Stored data:
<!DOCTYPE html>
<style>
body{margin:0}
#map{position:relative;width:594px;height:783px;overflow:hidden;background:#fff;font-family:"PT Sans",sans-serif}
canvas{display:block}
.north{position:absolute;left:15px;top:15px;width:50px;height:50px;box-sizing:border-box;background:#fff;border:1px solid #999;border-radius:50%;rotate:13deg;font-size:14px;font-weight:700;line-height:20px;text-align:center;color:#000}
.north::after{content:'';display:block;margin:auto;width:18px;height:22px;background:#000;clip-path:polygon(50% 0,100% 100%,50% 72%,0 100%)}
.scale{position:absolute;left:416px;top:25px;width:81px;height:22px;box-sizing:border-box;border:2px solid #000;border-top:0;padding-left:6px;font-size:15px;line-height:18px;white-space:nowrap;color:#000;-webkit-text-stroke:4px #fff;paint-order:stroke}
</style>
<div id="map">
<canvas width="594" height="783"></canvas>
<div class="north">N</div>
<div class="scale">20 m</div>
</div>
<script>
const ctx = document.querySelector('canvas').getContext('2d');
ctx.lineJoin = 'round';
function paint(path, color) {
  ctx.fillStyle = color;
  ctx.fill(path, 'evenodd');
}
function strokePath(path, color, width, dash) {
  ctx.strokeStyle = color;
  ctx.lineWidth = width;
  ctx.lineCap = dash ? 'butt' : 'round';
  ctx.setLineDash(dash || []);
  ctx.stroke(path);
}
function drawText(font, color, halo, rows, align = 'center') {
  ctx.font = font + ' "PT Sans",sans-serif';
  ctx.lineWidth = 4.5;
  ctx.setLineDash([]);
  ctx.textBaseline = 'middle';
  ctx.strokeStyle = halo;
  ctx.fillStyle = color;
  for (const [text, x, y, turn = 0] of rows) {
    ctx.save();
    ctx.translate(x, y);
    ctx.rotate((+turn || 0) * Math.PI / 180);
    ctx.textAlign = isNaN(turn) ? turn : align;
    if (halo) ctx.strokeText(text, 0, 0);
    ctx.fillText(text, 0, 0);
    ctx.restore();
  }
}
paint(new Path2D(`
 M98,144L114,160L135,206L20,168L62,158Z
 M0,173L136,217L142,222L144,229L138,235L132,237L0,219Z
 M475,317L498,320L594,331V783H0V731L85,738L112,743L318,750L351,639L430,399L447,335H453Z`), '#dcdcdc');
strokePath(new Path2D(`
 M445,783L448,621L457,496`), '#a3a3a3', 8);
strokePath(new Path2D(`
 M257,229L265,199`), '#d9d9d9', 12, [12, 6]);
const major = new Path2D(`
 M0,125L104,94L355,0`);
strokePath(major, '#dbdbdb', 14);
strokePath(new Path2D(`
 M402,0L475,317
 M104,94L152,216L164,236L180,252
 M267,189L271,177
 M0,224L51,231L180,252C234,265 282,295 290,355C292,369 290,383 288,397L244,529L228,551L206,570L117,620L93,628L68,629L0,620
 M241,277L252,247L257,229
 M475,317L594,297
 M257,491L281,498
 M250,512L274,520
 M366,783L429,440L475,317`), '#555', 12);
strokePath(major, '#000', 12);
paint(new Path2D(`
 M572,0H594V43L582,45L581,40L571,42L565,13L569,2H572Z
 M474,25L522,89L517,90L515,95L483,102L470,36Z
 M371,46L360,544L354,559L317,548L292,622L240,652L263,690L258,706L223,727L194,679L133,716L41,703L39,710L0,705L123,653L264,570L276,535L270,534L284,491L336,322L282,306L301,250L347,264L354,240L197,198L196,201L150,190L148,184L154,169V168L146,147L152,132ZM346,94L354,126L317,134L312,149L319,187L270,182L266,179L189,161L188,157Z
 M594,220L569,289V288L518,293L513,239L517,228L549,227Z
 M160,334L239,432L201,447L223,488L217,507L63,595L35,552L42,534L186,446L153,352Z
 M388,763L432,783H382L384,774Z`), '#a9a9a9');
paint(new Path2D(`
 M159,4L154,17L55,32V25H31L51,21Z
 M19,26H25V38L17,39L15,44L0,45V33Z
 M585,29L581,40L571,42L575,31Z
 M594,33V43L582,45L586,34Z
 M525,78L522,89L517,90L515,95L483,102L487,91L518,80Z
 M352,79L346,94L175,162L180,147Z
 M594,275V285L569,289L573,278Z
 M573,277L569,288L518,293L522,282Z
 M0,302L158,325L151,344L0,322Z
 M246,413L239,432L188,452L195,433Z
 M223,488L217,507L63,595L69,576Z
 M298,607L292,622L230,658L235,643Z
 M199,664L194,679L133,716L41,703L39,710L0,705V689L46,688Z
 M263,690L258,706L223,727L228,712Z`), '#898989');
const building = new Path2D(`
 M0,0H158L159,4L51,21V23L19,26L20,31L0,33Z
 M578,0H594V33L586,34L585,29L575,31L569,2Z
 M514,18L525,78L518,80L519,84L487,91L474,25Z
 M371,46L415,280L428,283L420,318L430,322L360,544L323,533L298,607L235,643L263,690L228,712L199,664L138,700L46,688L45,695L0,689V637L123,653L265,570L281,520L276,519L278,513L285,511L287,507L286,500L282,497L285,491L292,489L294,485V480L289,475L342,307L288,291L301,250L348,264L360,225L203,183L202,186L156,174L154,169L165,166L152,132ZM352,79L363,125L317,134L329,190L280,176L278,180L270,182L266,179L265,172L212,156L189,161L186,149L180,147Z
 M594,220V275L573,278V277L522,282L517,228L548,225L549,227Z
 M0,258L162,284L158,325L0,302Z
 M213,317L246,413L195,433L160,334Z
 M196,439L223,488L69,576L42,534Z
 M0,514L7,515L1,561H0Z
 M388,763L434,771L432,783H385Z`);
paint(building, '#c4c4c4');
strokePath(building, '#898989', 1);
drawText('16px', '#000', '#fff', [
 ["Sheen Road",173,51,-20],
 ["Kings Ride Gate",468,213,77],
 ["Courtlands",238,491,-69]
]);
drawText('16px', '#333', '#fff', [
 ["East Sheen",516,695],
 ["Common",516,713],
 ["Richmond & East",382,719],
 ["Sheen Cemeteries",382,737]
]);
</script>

* * *

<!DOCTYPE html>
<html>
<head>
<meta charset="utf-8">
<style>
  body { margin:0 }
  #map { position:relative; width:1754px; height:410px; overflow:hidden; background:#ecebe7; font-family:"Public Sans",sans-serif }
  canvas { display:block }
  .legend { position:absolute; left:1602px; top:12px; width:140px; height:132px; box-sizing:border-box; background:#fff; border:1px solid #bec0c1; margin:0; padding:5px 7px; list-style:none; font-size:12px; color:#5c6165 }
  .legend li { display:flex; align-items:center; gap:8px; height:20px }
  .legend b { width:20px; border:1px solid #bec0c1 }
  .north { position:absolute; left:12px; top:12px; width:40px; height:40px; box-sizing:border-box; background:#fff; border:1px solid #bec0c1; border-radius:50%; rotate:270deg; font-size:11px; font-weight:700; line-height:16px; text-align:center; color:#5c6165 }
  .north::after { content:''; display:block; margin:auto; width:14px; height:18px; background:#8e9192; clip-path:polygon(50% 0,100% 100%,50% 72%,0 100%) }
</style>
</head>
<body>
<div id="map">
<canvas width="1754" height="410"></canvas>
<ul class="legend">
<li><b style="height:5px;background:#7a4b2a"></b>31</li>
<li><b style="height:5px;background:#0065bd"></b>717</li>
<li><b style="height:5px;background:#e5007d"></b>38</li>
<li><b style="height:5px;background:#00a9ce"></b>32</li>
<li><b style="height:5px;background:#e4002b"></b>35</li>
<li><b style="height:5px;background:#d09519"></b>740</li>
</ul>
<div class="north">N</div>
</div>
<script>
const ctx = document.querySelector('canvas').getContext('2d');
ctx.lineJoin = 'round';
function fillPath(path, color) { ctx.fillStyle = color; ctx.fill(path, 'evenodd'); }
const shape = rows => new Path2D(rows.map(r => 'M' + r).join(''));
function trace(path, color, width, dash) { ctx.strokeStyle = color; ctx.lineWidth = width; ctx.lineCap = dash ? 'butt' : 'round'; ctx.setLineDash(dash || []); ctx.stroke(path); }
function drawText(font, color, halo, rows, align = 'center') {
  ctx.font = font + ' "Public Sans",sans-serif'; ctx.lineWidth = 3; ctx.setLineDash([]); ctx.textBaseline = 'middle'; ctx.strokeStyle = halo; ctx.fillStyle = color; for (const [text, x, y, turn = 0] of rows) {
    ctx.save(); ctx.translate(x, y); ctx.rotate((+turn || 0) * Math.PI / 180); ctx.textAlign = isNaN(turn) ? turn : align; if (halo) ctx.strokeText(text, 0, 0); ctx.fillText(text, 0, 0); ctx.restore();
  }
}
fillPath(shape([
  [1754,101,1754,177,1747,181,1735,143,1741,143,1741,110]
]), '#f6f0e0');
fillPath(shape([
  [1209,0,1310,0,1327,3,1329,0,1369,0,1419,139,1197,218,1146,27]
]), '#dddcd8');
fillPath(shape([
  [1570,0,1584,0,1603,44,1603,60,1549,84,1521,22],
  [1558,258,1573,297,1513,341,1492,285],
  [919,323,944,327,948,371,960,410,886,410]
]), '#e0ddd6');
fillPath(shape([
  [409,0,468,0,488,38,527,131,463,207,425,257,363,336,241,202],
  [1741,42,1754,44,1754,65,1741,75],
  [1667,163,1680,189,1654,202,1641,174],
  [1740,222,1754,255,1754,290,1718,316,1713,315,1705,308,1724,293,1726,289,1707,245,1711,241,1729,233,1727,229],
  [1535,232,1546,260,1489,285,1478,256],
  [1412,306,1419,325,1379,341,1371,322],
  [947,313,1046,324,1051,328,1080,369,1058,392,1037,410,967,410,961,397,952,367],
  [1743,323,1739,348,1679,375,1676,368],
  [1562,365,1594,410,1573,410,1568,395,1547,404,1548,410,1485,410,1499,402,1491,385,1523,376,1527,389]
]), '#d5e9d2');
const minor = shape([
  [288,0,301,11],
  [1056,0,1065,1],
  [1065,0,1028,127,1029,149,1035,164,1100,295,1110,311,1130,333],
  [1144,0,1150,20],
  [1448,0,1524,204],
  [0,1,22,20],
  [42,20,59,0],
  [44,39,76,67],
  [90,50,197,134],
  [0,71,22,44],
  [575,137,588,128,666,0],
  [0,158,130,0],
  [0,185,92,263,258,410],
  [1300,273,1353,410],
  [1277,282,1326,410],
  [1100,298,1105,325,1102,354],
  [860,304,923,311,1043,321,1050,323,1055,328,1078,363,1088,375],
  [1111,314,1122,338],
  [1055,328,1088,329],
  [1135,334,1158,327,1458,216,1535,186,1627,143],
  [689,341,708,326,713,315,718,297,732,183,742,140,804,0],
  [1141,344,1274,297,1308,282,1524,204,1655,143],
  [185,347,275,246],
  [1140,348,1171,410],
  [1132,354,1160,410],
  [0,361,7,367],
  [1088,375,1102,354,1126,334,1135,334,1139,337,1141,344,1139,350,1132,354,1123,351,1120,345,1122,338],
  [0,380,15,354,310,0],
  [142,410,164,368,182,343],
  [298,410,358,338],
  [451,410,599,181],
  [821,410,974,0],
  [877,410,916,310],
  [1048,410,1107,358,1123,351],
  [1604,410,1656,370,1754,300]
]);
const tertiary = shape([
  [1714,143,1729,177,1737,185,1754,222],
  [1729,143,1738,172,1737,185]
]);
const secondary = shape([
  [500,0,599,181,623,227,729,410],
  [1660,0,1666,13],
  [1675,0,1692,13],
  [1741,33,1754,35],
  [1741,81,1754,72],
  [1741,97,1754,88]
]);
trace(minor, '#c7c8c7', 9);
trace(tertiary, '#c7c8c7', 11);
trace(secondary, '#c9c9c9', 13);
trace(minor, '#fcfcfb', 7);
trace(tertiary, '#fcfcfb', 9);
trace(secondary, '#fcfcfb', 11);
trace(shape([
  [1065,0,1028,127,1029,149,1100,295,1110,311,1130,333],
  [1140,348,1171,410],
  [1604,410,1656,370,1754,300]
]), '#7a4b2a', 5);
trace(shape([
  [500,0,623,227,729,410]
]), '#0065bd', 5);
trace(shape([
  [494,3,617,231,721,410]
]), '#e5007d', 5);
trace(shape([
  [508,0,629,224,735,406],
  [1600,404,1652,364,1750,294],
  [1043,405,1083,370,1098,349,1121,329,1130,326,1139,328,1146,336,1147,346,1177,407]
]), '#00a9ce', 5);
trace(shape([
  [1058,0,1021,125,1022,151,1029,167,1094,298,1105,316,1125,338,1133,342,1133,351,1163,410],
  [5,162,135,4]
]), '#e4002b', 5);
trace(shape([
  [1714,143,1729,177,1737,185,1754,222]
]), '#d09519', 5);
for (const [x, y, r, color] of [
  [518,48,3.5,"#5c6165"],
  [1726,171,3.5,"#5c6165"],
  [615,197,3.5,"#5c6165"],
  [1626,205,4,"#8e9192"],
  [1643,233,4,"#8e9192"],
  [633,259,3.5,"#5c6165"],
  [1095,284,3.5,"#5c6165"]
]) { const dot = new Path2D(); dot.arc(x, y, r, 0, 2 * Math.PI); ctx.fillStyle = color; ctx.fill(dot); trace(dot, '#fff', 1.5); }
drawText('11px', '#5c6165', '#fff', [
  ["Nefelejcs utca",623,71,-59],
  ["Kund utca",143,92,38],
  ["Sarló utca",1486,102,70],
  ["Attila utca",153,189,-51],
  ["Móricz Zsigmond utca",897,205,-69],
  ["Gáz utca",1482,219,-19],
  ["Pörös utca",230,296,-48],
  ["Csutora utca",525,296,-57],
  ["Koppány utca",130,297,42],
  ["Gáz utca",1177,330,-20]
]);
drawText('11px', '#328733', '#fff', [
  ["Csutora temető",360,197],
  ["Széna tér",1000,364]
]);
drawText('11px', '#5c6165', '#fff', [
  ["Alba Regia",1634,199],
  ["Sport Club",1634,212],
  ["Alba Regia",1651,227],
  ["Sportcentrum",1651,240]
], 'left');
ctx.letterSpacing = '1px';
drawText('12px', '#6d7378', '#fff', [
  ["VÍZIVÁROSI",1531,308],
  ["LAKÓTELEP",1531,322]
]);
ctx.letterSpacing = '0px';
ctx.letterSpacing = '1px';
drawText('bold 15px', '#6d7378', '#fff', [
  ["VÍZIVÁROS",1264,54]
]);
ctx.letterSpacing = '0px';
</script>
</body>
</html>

### WORK INSTRUCTIONS
Please provide nothing but the number of lines in the records that hold the string "middle".

### TASK OUTPUT
2